The “History of Sutton” compliled by Mrs. Augusta Worthen tells us that a Captain J.M. Durgin from the 12th N.H. Regiment also recognized the wounded Lt. Little while he was being transported to New York on the United States floating hospital, New World, and took charge of the few belongings of the wounded man. A silken sash that was among those items was given to Lt. Little’s son, Cyrus, eighteen years later when he met with Durgin at a camp named for Lt. Little on Sunapee Lake. Durgin was said to have been from Laconia, though the register of N.H. soldiers lists him as a Gilmanton resident.

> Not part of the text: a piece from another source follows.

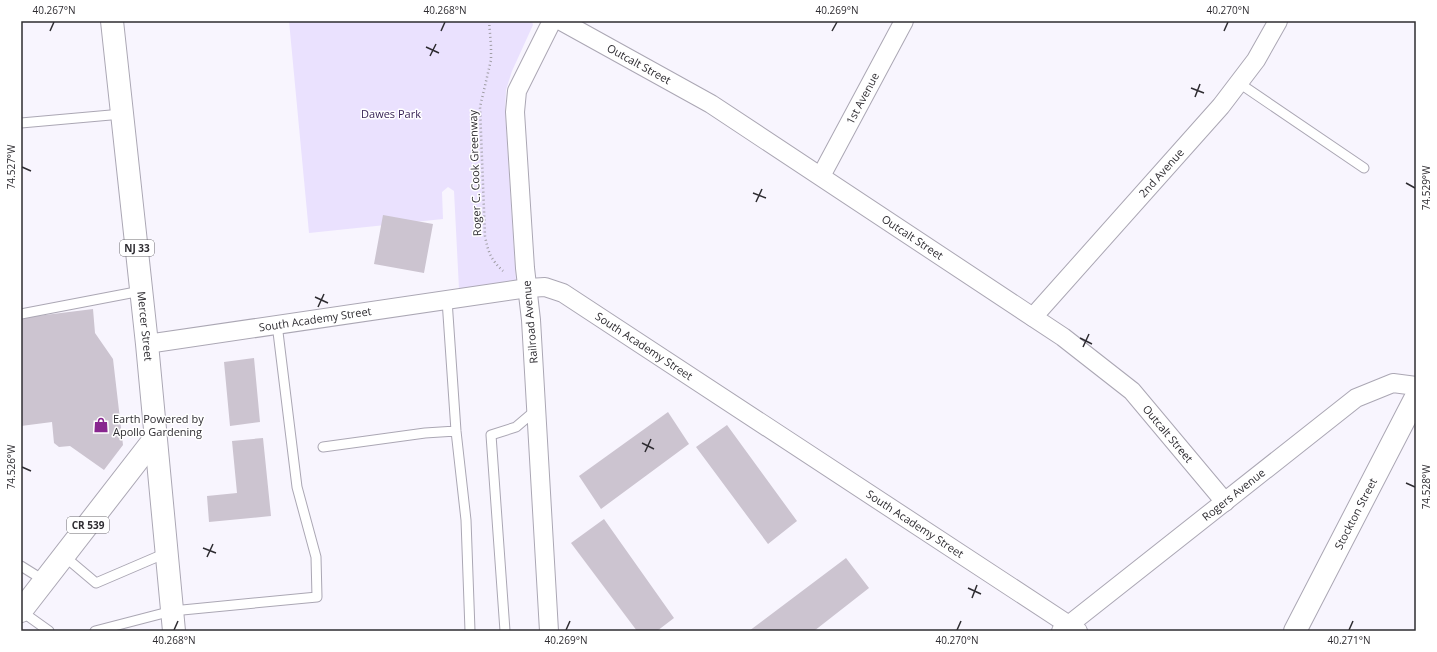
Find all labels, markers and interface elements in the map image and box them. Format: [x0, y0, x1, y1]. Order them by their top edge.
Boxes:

Concerning his identification of the unknown soldier, Nason commented “…the scenes of those few days in July, 1864, were sad indeed, yet it has always afforded me much pleasure to think that I was the humble instrument – guided by the powerful hand of our Heavenly Father – that rescued my friend from an unknown grave, and from passing away ‘ unwept, unhonored, and unsung.’ ”


Robert Hanaford Smith Sr., lives in New Hampton.